Tertullien a affirmé très énergiquement la liberté humaine, et a trouvé dans le jeu de cette liberté l’explication du mal moral et du péché. Il l’a trouvée encore dans la déchéance de l’homme depuis la désobéissance de notre premier père. Cette faute a entraîné pour toute la race humaine non seulement la mort, mais aussi de nouvelles fautes et leur châtiment : « Homo damnatur in mortem ob unius arbusculae delibationem, et exinde proficiunt delicta cum poenis, et pereunt iam omnes qui paradisi nullam cespitem norunt ». « Portavimus enim imaginem choici per collegium transgressionis, per consortium mortis, per exilium paradisi. » (Adv. Marc. i, 22 ; De resur. carnis, 49.) Elle a introduit dans l’âme, dans toutes les âmes, une souillure, une tare originelle, une pente au péché. Ici se manifeste dans la pensée de Tertullien une certaine imprécision, en ce sens que son analyse ne va pas jusqu’à distinguer nettement le péché originel proprement dit des désordres qui l’accompagnent. Mais il admet bien que toute âme naît souillée : « Ita omnis anima eo usque in Adam censetur donec in Christo recenseatur, tamdiu immunda quamdiu recenseatur (De ani., 40) ». C’est notre naissance et notre descendance d’Adam qui nous en fait hériter ainsi la perversion et les justes peines : « Per quem (Satanam) homo a primordiis circumventus… exinde totum genus de suo semine infectum, suae etiam damnationis traducem fecit. (De testim. ani., 3) » Il y a, dans cette suite d’affirmations, au moins une ébauche de théorie du péché originel à laquelle la théologie donnera plus tard son complément. Saint Augustin pourra citer Tertullien comme un précurseur.

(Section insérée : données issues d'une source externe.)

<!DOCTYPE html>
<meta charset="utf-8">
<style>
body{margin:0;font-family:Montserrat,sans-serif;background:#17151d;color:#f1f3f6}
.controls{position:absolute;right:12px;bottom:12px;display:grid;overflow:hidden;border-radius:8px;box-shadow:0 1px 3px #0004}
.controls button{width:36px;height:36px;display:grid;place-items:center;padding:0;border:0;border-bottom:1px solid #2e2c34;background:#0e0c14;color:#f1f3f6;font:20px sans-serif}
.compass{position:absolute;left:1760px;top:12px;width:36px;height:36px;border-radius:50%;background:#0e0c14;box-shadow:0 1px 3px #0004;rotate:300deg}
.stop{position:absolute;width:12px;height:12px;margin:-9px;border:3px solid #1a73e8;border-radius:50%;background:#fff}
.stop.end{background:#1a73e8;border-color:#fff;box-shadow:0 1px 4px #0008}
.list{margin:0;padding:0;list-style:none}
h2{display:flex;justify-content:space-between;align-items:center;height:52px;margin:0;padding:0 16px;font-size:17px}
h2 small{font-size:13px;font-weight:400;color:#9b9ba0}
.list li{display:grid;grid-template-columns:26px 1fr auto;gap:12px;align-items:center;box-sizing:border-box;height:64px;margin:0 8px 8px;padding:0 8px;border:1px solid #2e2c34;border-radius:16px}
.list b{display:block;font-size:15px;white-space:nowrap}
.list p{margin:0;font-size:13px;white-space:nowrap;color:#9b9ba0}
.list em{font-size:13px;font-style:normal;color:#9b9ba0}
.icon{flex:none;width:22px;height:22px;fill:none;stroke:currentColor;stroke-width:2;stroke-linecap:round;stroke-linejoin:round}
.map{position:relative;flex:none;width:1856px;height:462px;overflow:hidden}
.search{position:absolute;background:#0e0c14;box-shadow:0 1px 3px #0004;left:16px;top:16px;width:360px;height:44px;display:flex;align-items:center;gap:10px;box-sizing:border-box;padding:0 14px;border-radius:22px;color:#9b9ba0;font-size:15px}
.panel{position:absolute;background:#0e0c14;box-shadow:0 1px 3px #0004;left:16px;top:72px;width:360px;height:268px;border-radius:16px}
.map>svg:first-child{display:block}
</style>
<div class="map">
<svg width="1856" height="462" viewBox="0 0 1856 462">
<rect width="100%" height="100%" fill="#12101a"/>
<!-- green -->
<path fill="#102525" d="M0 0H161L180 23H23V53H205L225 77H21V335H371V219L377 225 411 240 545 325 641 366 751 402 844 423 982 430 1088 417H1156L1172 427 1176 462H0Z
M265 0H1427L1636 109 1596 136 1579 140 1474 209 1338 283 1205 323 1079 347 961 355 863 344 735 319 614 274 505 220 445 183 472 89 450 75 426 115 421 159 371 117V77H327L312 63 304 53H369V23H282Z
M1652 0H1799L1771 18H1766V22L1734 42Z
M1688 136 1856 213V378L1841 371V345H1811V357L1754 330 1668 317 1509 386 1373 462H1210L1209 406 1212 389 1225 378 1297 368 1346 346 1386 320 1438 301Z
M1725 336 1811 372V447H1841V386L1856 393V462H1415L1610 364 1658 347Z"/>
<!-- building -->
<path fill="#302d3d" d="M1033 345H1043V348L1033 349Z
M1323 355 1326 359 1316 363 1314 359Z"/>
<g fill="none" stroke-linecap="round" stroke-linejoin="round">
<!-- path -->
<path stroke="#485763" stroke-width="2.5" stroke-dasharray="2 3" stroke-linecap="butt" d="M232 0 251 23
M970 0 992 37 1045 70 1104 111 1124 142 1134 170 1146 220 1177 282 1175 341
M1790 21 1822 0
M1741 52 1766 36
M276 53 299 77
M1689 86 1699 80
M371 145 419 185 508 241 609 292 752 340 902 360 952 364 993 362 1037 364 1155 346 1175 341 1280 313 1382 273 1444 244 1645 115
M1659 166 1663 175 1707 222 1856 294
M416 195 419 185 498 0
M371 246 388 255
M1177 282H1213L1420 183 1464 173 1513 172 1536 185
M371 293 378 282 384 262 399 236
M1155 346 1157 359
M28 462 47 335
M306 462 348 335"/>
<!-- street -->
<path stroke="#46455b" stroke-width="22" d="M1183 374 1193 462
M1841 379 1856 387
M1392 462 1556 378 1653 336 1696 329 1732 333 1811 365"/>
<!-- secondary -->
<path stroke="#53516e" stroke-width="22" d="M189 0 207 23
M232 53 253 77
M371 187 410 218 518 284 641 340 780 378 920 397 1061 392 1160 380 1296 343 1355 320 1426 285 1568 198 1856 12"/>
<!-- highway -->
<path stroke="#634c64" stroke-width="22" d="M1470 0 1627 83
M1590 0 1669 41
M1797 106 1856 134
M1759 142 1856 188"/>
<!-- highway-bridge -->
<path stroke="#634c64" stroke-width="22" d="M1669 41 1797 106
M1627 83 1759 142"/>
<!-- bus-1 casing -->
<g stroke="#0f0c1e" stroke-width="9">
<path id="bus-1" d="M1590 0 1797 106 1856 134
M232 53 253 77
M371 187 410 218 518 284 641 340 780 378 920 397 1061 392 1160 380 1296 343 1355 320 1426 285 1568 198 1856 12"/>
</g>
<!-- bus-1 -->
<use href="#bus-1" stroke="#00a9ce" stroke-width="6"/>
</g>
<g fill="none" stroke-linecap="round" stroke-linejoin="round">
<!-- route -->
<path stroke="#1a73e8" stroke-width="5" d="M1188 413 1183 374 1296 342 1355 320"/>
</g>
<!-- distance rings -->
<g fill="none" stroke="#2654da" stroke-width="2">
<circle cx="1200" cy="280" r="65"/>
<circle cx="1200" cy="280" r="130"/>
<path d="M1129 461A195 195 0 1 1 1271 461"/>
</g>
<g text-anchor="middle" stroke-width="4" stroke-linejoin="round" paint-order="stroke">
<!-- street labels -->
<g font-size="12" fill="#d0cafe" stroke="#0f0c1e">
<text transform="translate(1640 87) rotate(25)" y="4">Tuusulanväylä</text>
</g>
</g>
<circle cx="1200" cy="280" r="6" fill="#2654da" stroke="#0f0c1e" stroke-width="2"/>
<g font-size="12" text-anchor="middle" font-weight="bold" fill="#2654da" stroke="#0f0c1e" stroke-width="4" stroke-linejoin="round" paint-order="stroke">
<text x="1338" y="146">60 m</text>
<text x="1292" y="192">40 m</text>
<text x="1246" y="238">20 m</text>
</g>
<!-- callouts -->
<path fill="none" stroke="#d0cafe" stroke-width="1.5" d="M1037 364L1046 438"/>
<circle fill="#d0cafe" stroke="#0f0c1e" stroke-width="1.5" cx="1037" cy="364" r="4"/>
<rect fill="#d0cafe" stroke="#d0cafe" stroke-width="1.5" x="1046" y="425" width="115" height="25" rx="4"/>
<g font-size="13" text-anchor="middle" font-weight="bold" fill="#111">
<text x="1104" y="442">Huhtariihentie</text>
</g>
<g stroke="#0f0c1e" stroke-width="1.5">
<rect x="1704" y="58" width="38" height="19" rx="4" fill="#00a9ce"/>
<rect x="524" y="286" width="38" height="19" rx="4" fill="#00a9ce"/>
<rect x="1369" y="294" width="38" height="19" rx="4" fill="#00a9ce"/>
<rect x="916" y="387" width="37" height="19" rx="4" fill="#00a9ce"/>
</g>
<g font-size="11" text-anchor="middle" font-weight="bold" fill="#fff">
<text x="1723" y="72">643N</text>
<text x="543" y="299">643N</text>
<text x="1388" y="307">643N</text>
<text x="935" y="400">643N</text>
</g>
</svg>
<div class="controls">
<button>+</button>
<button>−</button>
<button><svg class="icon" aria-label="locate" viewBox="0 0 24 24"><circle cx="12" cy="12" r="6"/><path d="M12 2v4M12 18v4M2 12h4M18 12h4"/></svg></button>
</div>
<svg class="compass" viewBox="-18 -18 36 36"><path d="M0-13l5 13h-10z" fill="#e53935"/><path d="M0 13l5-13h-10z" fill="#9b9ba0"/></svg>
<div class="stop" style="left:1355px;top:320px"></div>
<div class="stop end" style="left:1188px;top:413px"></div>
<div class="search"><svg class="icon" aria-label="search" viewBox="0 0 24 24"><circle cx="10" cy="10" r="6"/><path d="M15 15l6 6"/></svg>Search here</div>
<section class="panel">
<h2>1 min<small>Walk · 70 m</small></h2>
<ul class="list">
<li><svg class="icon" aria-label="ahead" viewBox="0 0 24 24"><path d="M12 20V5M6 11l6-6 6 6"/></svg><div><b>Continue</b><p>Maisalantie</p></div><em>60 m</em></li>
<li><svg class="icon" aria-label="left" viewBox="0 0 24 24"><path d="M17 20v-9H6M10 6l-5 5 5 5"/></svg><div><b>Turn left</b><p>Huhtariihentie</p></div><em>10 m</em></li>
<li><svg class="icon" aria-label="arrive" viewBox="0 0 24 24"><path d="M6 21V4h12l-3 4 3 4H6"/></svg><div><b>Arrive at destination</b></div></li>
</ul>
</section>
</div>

Cependant, on l’a déjà remarqué, d’après Tertullien, le péché d’origine et la concupiscence n’ont point détruit la liberté, et quelque inclination au mal que l’homme éprouve encore, il est responsable de ses actes. Mais il a besoin de la grâce pour faire le bien, car en dehors d’elle il n’y a qu’obscurité et impuissance. Ce secours divin lui est d’ailleurs largement offert. Dieu appelle et attire tous les hommes au salut, à la pénitence. Sans violenter leur libre arbitre, la grâce soulève les âmes au-dessus d’elles-mêmes et leur assure la paix et le bonheur. Saint Cyprien, qui avait éprouvé en lui-même ces merveilleux effets, en a laissé un tableau saisissant dans son discours Ad Donatum.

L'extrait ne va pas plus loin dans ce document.